È conosciuto con il nome di Shajarat-al-Hayat, l’albero della vita e si trova a sud – est del deserto del Bahrein, ad una distanza di circa 2 km dal Djebel Dukhan (la Montagna del Fumo) e a 40 km da Manama.

Appartenente alla specie “Prosopis cineraria“, questa maestosa acacia ha una storia leggendaria e mistica le cui radici affondano nella tradizione cattolica ed ebraica. Nella Bibbia, infatti, si racconta di un albero della vita collocato da Dio nell’Eden, insieme a quello della conoscenza del Bene e del Male.  Nell’esegesi ebraica viene detto che questi due esemplari, uniti all’inizio, furono in seguito separati da Adamo.

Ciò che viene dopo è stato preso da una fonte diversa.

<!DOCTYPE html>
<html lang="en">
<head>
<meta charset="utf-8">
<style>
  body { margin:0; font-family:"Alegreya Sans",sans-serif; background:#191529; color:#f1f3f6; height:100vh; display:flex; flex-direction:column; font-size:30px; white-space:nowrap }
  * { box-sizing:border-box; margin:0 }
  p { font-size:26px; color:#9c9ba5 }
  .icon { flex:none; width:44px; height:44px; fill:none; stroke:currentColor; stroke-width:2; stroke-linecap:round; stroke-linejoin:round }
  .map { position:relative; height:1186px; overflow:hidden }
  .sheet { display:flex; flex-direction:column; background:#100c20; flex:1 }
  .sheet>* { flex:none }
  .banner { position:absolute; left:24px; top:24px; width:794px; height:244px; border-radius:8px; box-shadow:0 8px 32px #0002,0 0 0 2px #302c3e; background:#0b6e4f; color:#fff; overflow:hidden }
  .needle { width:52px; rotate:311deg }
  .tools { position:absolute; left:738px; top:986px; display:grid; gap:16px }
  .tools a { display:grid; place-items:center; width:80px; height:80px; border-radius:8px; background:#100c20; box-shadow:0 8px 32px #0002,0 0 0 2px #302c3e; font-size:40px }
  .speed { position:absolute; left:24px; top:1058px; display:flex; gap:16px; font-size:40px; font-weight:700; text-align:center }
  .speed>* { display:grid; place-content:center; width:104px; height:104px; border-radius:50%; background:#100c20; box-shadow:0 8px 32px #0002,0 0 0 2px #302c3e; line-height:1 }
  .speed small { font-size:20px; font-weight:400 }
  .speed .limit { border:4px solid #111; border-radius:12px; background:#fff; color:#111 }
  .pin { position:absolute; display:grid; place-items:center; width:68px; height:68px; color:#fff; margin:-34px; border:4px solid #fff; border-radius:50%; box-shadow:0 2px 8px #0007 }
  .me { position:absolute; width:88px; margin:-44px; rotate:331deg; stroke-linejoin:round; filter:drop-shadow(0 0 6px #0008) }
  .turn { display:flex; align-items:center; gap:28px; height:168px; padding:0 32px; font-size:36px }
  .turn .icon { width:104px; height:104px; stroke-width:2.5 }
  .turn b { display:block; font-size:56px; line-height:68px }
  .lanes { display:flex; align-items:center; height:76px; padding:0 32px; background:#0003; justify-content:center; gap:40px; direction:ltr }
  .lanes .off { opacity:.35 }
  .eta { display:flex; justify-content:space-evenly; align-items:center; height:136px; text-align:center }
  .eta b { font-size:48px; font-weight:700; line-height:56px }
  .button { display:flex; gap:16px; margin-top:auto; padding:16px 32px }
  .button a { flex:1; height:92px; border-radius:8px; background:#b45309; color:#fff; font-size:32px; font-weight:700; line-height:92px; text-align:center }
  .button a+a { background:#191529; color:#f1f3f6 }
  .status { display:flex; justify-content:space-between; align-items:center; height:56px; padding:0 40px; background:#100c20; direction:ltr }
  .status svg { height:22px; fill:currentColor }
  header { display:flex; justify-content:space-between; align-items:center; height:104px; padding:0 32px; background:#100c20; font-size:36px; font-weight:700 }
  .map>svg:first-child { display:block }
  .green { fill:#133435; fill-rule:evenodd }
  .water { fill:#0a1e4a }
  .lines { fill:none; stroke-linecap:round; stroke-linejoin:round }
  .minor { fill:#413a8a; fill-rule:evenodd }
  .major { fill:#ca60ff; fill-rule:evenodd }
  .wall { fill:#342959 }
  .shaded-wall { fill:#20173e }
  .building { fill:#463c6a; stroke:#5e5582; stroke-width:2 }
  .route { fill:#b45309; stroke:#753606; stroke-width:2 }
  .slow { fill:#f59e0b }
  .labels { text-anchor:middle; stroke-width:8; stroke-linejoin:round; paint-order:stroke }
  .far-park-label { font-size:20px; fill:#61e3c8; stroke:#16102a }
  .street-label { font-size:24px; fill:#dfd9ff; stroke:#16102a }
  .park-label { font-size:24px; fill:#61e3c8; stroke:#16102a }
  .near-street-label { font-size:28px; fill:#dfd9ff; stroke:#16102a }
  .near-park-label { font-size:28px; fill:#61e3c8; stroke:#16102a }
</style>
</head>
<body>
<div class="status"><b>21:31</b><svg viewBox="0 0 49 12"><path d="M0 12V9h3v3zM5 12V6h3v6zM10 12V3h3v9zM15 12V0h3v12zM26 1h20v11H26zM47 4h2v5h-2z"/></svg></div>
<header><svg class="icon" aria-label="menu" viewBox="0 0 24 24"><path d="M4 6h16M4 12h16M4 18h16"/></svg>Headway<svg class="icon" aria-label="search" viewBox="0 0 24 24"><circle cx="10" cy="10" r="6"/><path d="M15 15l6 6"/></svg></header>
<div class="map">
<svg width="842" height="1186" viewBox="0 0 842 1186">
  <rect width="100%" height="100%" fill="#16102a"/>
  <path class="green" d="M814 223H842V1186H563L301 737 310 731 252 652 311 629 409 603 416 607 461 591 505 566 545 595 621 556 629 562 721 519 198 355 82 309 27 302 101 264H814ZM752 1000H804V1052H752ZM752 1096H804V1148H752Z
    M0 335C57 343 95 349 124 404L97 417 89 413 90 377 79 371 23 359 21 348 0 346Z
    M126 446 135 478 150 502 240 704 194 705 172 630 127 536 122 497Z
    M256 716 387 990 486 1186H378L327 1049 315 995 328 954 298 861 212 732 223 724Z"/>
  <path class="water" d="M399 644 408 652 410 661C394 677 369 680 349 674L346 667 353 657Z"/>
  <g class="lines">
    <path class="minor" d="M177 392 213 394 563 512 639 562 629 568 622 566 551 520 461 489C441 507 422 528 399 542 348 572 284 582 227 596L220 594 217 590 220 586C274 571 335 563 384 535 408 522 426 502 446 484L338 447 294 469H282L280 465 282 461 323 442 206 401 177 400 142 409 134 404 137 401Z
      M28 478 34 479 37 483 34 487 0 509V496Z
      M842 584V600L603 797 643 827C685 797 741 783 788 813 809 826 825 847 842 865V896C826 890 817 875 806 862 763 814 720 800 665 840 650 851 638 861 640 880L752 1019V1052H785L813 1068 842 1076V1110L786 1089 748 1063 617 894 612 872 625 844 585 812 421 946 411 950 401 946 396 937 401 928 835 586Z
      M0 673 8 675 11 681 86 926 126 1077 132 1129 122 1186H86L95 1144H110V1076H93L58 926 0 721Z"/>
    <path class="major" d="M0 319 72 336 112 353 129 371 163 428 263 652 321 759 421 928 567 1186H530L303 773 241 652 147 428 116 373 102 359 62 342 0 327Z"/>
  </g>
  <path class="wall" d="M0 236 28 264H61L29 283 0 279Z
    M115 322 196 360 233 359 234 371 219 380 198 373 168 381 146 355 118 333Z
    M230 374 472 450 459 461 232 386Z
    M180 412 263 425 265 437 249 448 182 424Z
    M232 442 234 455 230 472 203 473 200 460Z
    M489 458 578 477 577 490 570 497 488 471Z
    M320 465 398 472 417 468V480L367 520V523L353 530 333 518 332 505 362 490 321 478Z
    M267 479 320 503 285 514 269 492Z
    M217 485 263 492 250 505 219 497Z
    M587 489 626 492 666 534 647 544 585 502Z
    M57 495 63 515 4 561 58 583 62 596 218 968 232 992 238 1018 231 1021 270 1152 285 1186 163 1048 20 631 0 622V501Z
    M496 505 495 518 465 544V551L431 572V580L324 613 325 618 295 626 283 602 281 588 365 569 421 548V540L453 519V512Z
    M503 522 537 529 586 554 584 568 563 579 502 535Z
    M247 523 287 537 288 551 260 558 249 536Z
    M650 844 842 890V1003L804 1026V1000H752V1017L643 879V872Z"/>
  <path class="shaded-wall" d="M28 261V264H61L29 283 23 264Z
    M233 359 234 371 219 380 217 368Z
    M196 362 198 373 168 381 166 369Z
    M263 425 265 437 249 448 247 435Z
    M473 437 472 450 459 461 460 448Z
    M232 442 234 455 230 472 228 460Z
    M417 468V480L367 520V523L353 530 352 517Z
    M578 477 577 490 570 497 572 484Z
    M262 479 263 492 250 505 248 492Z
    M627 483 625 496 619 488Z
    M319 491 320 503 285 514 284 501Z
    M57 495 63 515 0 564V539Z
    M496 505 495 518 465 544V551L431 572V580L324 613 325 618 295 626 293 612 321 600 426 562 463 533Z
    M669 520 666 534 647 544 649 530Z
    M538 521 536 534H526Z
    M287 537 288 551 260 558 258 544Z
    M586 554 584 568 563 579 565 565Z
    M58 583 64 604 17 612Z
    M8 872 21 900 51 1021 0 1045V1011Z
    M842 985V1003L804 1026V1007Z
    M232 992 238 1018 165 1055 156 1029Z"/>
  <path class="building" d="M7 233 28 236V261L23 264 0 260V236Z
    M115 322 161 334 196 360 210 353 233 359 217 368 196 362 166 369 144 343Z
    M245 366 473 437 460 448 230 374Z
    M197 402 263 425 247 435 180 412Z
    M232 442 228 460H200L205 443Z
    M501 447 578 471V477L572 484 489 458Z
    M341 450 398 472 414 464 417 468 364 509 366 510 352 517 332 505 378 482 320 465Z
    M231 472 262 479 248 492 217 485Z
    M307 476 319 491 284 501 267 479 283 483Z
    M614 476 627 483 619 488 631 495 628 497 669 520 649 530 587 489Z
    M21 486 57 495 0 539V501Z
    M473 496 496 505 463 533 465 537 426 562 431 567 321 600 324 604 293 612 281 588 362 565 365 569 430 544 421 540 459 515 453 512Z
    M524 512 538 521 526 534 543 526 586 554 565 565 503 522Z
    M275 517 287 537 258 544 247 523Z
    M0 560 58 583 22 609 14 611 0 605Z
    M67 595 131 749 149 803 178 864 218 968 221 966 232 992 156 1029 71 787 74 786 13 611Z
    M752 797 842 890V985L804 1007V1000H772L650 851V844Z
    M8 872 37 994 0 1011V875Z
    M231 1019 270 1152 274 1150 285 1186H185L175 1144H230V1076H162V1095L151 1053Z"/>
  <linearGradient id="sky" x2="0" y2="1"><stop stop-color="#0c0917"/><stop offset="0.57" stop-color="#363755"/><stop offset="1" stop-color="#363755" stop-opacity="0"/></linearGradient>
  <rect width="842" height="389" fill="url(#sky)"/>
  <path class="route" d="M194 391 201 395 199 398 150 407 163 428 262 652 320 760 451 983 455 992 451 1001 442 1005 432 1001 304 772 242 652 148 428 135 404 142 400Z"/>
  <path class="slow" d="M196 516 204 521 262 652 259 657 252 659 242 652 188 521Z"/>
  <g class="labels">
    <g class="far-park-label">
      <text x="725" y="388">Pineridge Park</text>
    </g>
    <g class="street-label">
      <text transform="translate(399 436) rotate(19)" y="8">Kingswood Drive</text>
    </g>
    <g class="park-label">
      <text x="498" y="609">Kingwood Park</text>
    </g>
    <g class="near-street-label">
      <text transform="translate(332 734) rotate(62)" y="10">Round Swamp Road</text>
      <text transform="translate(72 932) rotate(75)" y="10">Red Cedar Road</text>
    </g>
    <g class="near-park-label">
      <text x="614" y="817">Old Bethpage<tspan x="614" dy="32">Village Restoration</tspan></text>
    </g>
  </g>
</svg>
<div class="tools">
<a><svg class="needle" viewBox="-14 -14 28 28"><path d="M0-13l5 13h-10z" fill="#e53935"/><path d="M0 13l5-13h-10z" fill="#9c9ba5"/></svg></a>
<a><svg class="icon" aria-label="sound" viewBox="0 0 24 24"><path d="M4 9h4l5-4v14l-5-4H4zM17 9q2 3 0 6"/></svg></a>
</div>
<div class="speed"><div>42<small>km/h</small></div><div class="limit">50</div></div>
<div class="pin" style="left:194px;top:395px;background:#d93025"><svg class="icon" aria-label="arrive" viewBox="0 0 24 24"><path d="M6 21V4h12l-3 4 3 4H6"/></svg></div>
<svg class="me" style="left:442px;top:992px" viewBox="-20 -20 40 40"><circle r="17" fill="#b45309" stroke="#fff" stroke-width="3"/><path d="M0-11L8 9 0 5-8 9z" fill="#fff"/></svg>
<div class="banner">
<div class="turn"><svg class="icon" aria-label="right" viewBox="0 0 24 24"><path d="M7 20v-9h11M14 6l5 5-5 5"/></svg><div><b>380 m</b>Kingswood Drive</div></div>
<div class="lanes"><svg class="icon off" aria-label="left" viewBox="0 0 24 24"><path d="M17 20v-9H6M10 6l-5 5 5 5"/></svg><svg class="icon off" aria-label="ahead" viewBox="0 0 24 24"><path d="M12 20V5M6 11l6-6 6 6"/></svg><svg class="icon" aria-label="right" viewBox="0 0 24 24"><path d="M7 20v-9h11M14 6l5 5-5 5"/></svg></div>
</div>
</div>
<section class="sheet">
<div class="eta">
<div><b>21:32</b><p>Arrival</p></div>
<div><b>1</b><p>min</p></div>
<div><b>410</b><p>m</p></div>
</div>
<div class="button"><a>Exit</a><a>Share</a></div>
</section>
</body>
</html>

Se si pensa che l’intera zona del Bahrein è ritenuta la sede del mitico giardino si comprende a pieno la ragione per la quale l’albero è immerso in un alone di mistero e stimoli, di conseguenza, le fantasie degli abitanti del posto.

L’acacia sembra sia stata piantata nel lontano 1583 e da quel giorno non ha mai smesso di essere rigogliosa. Le sue foglie hanno splendidi colori, sfumature dal verde al marrone, e il tronco maestoso presenta un groviglio di rami così fitto e, per certi versi, talmente caotico da sembrare irreale. Una pianta creata dalla fantasia di qualche scrittore o dalle mani di un dio.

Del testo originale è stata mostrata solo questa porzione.